Painting by Carinnes Dumont
Four years ago (I was then 53) I considered to devote my life to the art, my children had moved, and I was alone. After long consideration, I decided to leave my home, children and family, friends, my familiar life, and devote myself to making art.
Soon, however, all kinds of difficulties arose, so I had to stop my studies in the local academy of my new residence. Chronic fatigue caused my self-confidence to be completely gone. Stubbornly I continued drawing and painting, I refused to let go of my passion, the only thing that could color my gray days.
I started the Carravagio as an exercise for my daughter, but I have to leave it unfinished. Without professional help I’m afraid to mess it up: I feel a lack of good education.
Through art I want to convey the message never to give up, how dark and heavy the road is.
During my search on the internet for the right techniques of the old masters, I found the Old Masters Academy. For me, it’s the only way to understand and apply the techniques of the old masters, something learned in only few academies.
My big dream is an exhibition of my work. If you like to help my dream come through, I will be very thankful for your vote.
I read what you wrote, and I wonder who asked you to make a reproduction of these dimensions with such a great degree of complexity and difficulty, it’s not a job for the student level, it’s normal to get exhausted and loose confidence! …. greetings !
Thanks for your reply.
It was my youngest daughter who asked me to do this painting because she loves this painting very much. She studied art sciences and I told her about the Rembrant I made in the academy. Of course I made the Carravagio much smaller, but my goal was to learn the technique. I struggle very much with the tecnhnique with the underpainting and building up the layers. I ‘ve studied oilpainting in my younger years, but this techniqueI is not educated here.

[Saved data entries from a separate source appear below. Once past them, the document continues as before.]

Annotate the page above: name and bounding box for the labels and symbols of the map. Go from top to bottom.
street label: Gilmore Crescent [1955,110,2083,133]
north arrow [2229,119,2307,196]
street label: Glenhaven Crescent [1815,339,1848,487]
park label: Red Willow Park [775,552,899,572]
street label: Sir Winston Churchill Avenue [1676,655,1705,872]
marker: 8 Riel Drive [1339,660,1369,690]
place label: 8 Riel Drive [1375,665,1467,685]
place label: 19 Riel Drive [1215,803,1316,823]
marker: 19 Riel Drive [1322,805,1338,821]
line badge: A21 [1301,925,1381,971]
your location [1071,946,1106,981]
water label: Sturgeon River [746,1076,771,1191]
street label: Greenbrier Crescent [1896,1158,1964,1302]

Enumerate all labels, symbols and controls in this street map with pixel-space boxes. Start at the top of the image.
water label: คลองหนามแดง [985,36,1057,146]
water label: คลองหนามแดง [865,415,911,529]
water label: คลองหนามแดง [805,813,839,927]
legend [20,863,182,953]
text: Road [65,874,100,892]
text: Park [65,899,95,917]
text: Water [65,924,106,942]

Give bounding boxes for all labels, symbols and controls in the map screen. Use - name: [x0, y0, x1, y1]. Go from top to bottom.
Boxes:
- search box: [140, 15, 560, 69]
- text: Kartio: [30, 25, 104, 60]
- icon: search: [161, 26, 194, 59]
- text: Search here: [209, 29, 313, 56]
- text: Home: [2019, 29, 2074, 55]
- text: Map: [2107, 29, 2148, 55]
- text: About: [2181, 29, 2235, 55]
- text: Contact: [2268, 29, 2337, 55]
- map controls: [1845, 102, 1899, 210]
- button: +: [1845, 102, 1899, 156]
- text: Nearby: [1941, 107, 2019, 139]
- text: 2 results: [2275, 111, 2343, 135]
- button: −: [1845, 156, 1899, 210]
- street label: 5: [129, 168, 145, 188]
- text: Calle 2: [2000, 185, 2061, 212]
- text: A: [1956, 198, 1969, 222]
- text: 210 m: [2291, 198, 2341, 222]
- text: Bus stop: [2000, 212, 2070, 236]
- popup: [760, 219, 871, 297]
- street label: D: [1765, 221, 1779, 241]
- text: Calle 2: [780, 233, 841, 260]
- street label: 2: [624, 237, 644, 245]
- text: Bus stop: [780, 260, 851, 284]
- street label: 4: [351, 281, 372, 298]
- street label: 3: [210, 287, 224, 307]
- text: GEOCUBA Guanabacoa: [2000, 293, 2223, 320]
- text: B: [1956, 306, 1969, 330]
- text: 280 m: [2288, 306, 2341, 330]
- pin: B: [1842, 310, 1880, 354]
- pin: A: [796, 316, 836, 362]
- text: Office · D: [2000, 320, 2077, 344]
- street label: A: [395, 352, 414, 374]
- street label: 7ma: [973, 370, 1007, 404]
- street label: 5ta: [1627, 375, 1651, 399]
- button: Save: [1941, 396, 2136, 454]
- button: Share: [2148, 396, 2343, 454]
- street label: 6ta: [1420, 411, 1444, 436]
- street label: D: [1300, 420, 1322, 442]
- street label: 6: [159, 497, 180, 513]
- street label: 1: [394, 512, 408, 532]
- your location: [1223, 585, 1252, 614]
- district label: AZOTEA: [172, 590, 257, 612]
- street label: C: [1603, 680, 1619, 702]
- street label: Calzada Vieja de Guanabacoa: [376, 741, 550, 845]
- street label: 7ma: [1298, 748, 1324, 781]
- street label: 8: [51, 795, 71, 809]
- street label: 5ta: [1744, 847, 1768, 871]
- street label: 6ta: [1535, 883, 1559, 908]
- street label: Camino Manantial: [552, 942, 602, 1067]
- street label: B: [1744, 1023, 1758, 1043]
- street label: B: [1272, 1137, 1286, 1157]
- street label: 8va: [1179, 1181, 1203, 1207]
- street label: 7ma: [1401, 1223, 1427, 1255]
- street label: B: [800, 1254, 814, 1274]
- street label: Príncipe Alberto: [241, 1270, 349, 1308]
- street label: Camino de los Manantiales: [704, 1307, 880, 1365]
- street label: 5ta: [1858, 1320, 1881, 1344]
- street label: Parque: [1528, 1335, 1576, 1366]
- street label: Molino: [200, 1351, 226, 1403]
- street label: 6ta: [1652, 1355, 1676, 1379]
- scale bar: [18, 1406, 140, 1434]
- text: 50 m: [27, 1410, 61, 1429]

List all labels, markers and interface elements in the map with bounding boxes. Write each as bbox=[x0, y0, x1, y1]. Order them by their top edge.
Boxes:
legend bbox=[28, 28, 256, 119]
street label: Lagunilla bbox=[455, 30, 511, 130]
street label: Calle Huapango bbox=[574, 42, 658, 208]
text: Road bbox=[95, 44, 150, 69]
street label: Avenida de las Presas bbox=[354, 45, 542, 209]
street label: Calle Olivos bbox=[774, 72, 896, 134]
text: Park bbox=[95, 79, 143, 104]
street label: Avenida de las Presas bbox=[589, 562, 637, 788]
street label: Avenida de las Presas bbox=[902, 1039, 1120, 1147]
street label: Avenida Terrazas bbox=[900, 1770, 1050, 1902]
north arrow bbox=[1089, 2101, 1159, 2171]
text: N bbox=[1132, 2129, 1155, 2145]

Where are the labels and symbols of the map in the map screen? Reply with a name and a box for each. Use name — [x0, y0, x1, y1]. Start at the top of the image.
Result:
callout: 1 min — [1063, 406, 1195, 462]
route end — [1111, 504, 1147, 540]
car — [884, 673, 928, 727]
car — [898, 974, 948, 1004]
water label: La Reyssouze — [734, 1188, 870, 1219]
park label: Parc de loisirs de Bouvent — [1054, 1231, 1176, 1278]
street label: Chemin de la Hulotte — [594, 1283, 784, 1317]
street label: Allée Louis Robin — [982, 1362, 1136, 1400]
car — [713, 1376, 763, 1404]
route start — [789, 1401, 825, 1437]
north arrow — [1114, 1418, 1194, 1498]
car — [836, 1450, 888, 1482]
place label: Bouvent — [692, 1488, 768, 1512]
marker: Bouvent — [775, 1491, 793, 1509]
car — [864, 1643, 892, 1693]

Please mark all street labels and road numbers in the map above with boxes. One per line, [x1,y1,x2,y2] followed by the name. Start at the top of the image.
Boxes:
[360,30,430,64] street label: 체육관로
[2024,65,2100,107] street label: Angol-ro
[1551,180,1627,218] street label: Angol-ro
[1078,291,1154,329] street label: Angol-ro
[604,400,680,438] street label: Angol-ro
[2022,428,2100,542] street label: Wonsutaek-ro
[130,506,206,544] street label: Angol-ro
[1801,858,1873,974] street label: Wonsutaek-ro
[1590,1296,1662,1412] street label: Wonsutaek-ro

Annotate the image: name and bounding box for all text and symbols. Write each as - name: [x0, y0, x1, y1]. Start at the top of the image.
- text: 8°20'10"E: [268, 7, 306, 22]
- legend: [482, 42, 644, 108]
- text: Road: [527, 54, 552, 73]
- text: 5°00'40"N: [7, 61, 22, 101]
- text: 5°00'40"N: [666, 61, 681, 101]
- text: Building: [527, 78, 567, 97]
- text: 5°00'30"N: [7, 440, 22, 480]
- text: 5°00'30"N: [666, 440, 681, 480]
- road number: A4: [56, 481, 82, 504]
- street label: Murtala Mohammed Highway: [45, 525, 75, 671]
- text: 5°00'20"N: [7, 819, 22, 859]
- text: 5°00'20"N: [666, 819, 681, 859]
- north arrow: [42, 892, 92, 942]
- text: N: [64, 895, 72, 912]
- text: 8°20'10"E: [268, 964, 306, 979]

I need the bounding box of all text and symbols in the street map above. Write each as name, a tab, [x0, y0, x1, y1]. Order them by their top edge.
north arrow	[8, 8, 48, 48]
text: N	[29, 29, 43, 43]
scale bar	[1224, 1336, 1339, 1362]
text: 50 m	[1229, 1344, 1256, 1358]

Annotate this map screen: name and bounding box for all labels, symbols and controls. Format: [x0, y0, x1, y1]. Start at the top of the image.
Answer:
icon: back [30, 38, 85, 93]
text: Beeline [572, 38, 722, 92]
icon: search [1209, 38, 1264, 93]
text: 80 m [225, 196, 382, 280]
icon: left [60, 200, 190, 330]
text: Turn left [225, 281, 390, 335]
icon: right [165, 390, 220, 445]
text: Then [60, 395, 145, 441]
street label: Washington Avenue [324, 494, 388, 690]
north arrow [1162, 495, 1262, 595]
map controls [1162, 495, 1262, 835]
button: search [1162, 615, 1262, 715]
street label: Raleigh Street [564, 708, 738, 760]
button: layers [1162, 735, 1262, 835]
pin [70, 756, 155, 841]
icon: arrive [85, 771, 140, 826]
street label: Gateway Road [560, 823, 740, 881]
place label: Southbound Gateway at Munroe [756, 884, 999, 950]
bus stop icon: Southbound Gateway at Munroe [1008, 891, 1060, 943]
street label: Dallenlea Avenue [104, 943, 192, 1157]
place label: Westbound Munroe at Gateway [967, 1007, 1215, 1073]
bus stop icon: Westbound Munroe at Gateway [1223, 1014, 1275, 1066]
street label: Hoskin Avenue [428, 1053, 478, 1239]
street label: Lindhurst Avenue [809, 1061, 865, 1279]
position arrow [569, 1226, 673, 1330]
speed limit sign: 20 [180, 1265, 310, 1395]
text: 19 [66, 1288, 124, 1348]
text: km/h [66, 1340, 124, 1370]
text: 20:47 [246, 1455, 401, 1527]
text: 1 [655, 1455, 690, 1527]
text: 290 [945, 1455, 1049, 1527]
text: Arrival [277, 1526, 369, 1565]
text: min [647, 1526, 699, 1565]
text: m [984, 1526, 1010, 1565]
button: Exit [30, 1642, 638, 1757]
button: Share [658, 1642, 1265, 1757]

I agree it is very complicated, but it is a help for my confidence to do this work.
Maybe it was not very clear, but I lost my confidence many years ago, and it is the reason why I started painting again. Because of the chronic fatigue I do not have a normal everyday life, there is no choice but to slow down. That’s why I miss challenges to feel good about myself.
Art gives me the challenge to get better, try better techniques, and ask little physical effort. When I see the smile on my daughters face looking at the (unfinishid) painting, it just makes me happy and give me the courage to finish it further.